* Task statement
Copy every record verbatim but exclude the pictures.
___ Records provided
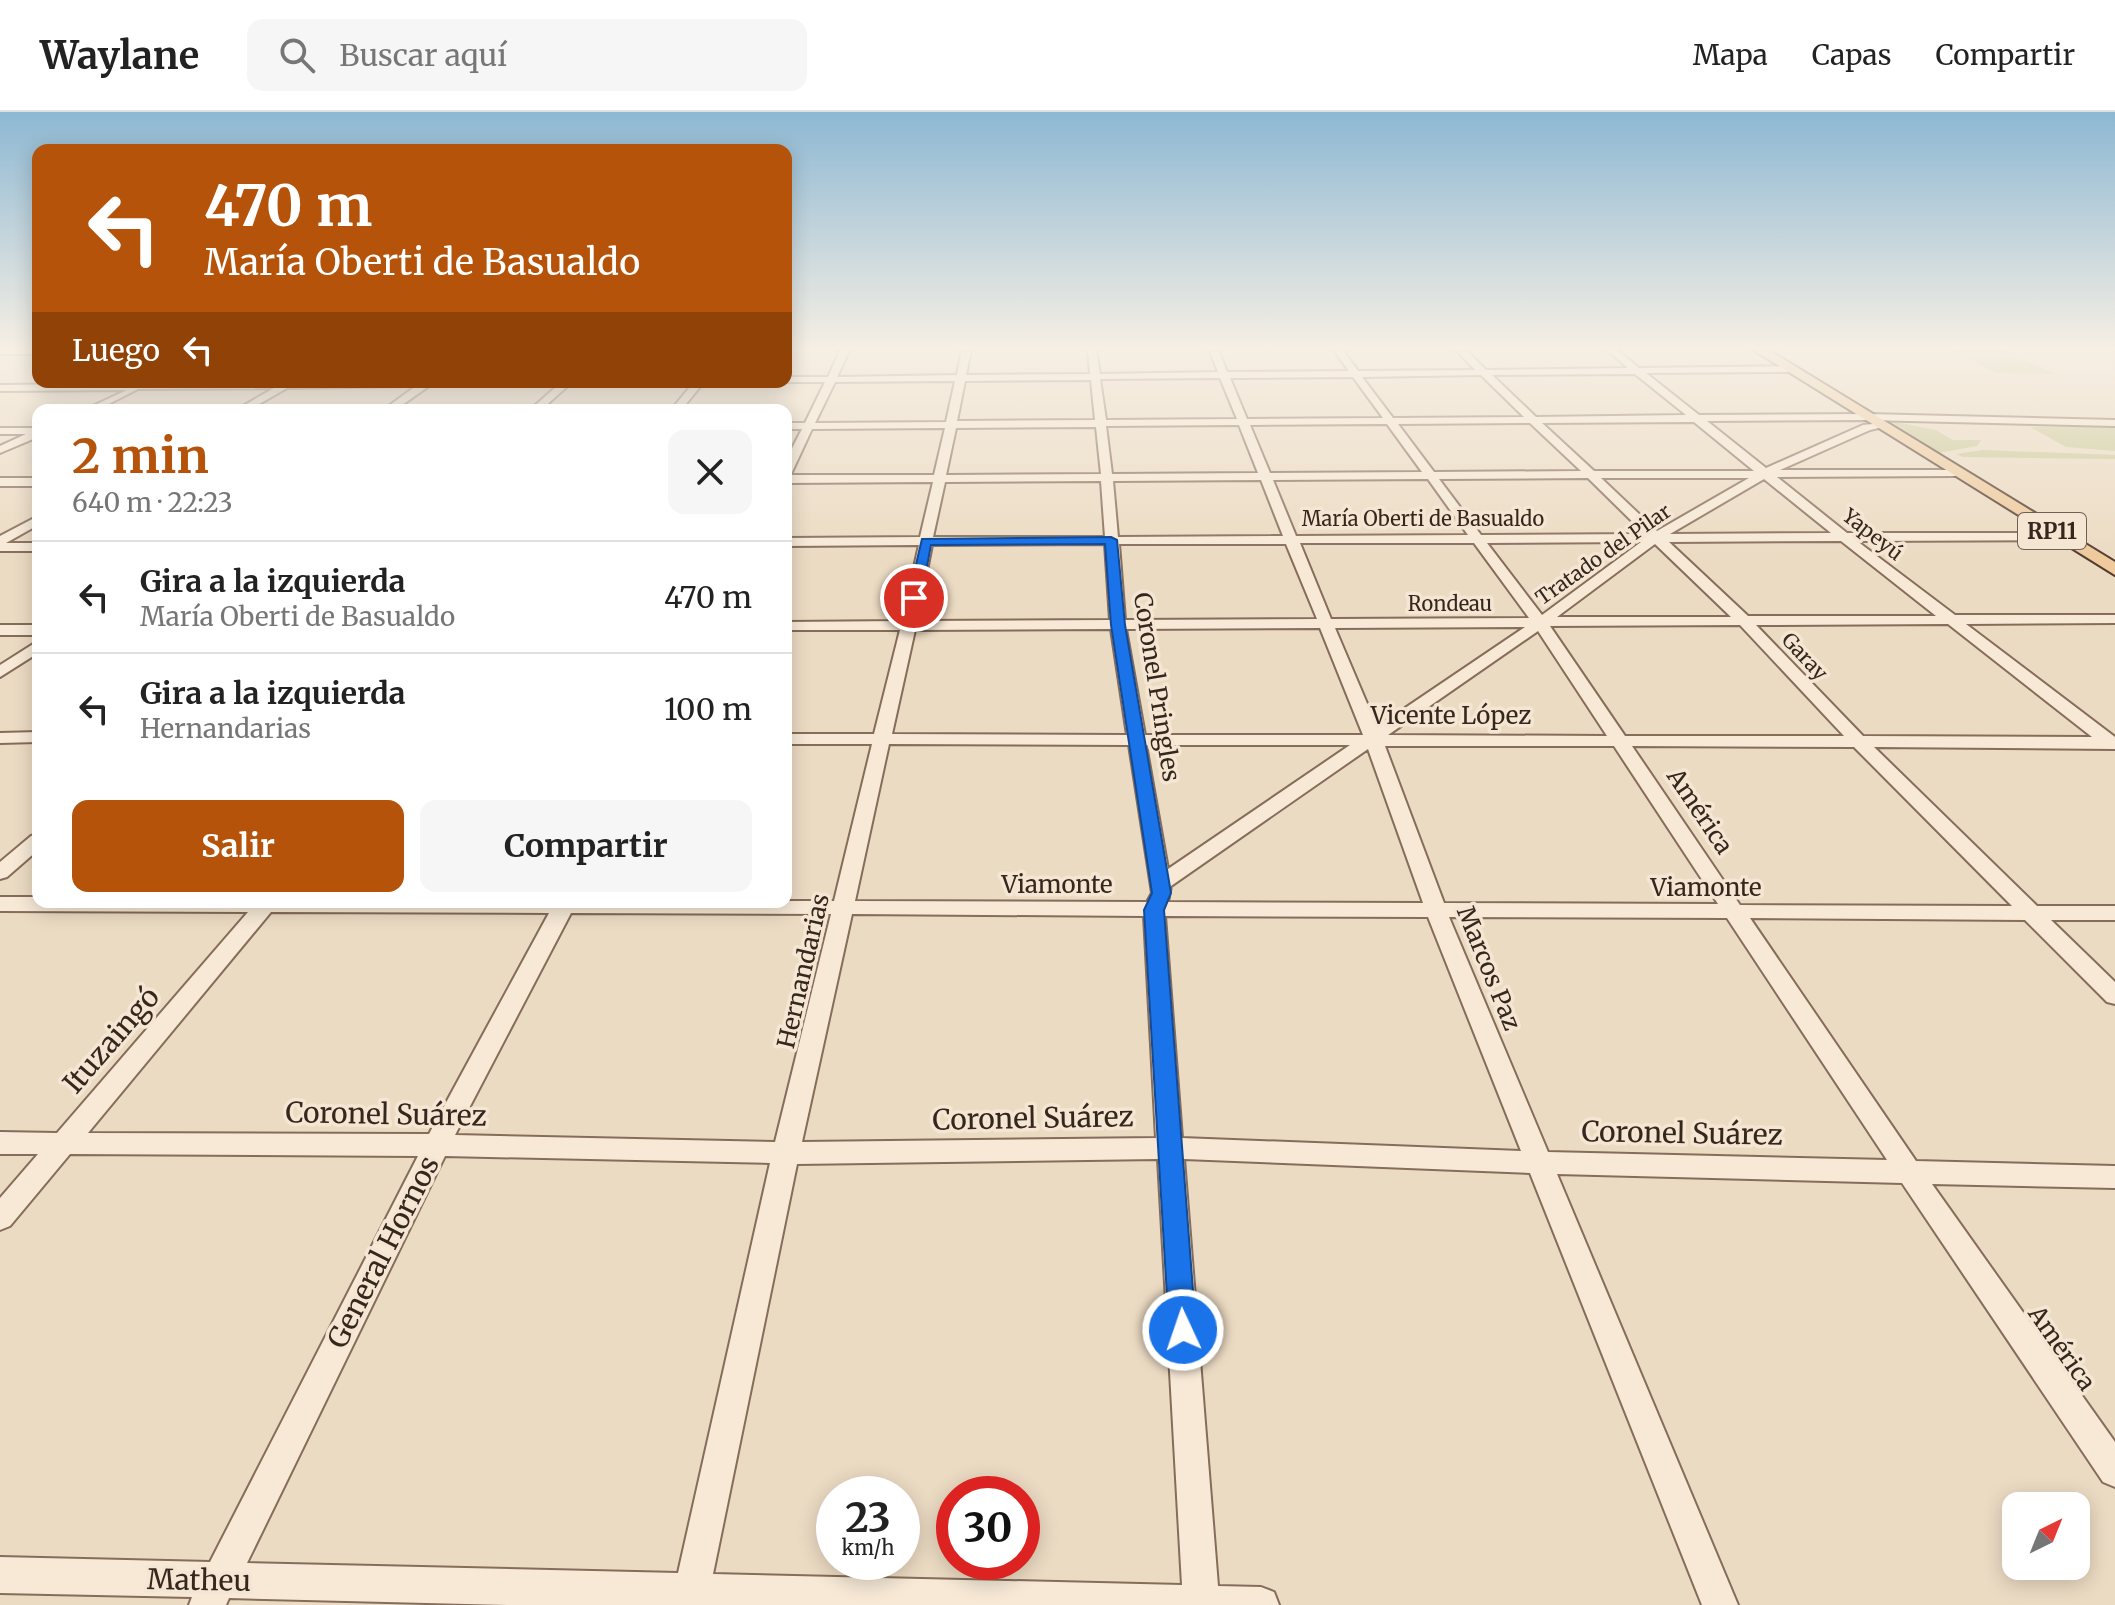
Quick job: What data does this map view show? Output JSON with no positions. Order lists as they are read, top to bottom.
{
  "streets": {
    "main road": ["RP11"],
    "street": [
      "María Oberti de Basualdo",
      "Yapeyú",
      "Tratado del Pilar",
      "Rondeau",
      "Garay",
      "Coronel Pringles",
      "Vicente López",
      "América",
      "Viamonte",
      "Marcos Paz",
      "Hernandarias",
      "Ituzaingó",
      "Coronel Suárez",
      "General Hornos",
      "Matheu"
    ]
  },
  "crossings": [
    ["María Oberti de Basualdo", "RP11"],
    ["María Oberti de Basualdo", "Yapeyú"],
    ["María Oberti de Basualdo", "Tratado del Pilar"],
    ["María Oberti de Basualdo", "Garay"],
    ["María Oberti de Basualdo", "Coronel Pringles"],
    ["María Oberti de Basualdo", "América"],
    ["María Oberti de Basualdo", "Marcos Paz"],
    ["María Oberti de Basualdo", "Hernandarias"],
    ["RP11", "Tratado del Pilar"],
    ["Yapeyú", "Tratado del Pilar"],
    ["Yapeyú", "Rondeau"],
    ["Yapeyú", "Vicente López"],
    ["Tratado del Pilar", "Rondeau"],
    ["Tratado del Pilar", "Garay"],
    ["Tratado del Pilar", "Coronel Pringles"],
    ["Tratado del Pilar", "Vicente López"],
    ["Tratado del Pilar", "América"],
    ["Tratado del Pilar", "Marcos Paz"],
    ["Rondeau", "Garay"],
    ["Rondeau", "Coronel Pringles"],
    ["Rondeau", "América"],
    ["Rondeau", "Marcos Paz"],
    ["Rondeau", "Hernandarias"],
    ["Garay", "Vicente López"],
    ["Garay", "Viamonte"],
    ["Coronel Pringles", "Vicente López"],
    ["Coronel Pringles", "Viamonte"],
    ["Coronel Pringles", "Coronel Suárez"],
    ["Coronel Pringles", "Matheu"],
    ["Vicente López", "América"],
    ["Vicente López", "Marcos Paz"],
    ["Vicente López", "Hernandarias"],
    ["América", "Viamonte"],
    ["América", "Coronel Suárez"],
    ["Viamonte", "Marcos Paz"],
    ["Viamonte", "Hernandarias"],
    ["Marcos Paz", "Coronel Suárez"],
    ["Hernandarias", "Coronel Suárez"],
    ["Hernandarias", "Matheu"],
    ["Ituzaingó", "Coronel Suárez"],
    ["Coronel Suárez", "General Hornos"],
    ["General Hornos", "Matheu"]
  ],
  "north": "top right",
  "page": {
    "header": "Waylane",
    "search": "Buscar aquí",
    "nav": ["Mapa", "Capas", "Compartir"],
    "turn": ["470 m", "María Oberti de Basualdo"],
    "then": "Luego",
    "heading": ["2 min", "640 m · 22:23"],
    "list": [
      {
        "name": "Gira a la izquierda",
        "note": "María Oberti de Basualdo",
        "value": "470 m"
      },
      {
        "name": "Gira a la izquierda",
        "note": "Hernandarias",
        "value": "100 m"
      }
    ],
    "buttons": ["Salir", "Compartir"],
    "speed": "23 km/h",
    "limit": "30"
  }
}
______
* Answer to this problem
Quick job: What data does this map view show? Output JSON with no positions. Order lists as they are read, top to bottom.
{
  "streets": {
    "main road": ["RP11"],
    "street": [
      "María Oberti de Basualdo",
      "Yapeyú",
      "Tratado del Pilar",
      "Rondeau",
      "Garay",
      "Coronel Pringles",
      "Vicente López",
      "América",
      "Viamonte",
      "Marcos Paz",
      "Hernandarias",
      "Ituzaingó",
      "Coronel Suárez",
      "General Hornos",
      "Matheu"
    ]
  },
  "crossings": [
    ["María Oberti de Basualdo", "RP11"],
    ["María Oberti de Basualdo", "Yapeyú"],
    ["María Oberti de Basualdo", "Tratado del Pilar"],
    ["María Oberti de Basualdo", "Garay"],
    ["María Oberti de Basualdo", "Coronel Pringles"],
    ["María Oberti de Basualdo", "América"],
    ["María Oberti de Basualdo", "Marcos Paz"],
    ["María Oberti de Basualdo", "Hernandarias"],
    ["RP11", "Tratado del Pilar"],
    ["Yapeyú", "Tratado del Pilar"],
    ["Yapeyú", "Rondeau"],
    ["Yapeyú", "Vicente López"],
    ["Tratado del Pilar", "Rondeau"],
    ["Tratado del Pilar", "Garay"],
    ["Tratado del Pilar", "Coronel Pringles"],
    ["Tratado del Pilar", "Vicente López"],
    ["Tratado del Pilar", "América"],
    ["Tratado del Pilar", "Marcos Paz"],
    ["Rondeau", "Garay"],
    ["Rondeau", "Coronel Pringles"],
    ["Rondeau", "América"],
    ["Rondeau", "Marcos Paz"],
    ["Rondeau", "Hernandarias"],
    ["Garay", "Vicente López"],
    ["Garay", "Viamonte"],
    ["Coronel Pringles", "Vicente López"],
    ["Coronel Pringles", "Viamonte"],
    ["Coronel Pringles", "Coronel Suárez"],
    ["Coronel Pringles", "Matheu"],
    ["Vicente López", "América"],
    ["Vicente López", "Marcos Paz"],
    ["Vicente López", "Hernandarias"],
    ["América", "Viamonte"],
    ["América", "Coronel Suárez"],
    ["Viamonte", "Marcos Paz"],
    ["Viamonte", "Hernandarias"],
    ["Marcos Paz", "Coronel Suárez"],
    ["Hernandarias", "Coronel Suárez"],
    ["Hernandarias", "Matheu"],
    ["Ituzaingó", "Coronel Suárez"],
    ["Coronel Suárez", "General Hornos"],
    ["General Hornos", "Matheu"]
  ],
  "north": "top right",
  "page": {
    "header": "Waylane",
    "search": "Buscar aquí",
    "nav": ["Mapa", "Capas", "Compartir"],
    "turn": ["470 m", "María Oberti de Basualdo"],
    "then": "Luego",
    "heading": ["2 min", "640 m · 22:23"],
    "list": [
      {
        "name": "Gira a la izquierda",
        "note": "María Oberti de Basualdo",
        "value": "470 m"
      },
      {
        "name": "Gira a la izquierda",
        "note": "Hernandarias",
        "value": "100 m"
      }
    ],
    "buttons": ["Salir", "Compartir"],
    "speed": "23 km/h",
    "limit": "30"
  }
}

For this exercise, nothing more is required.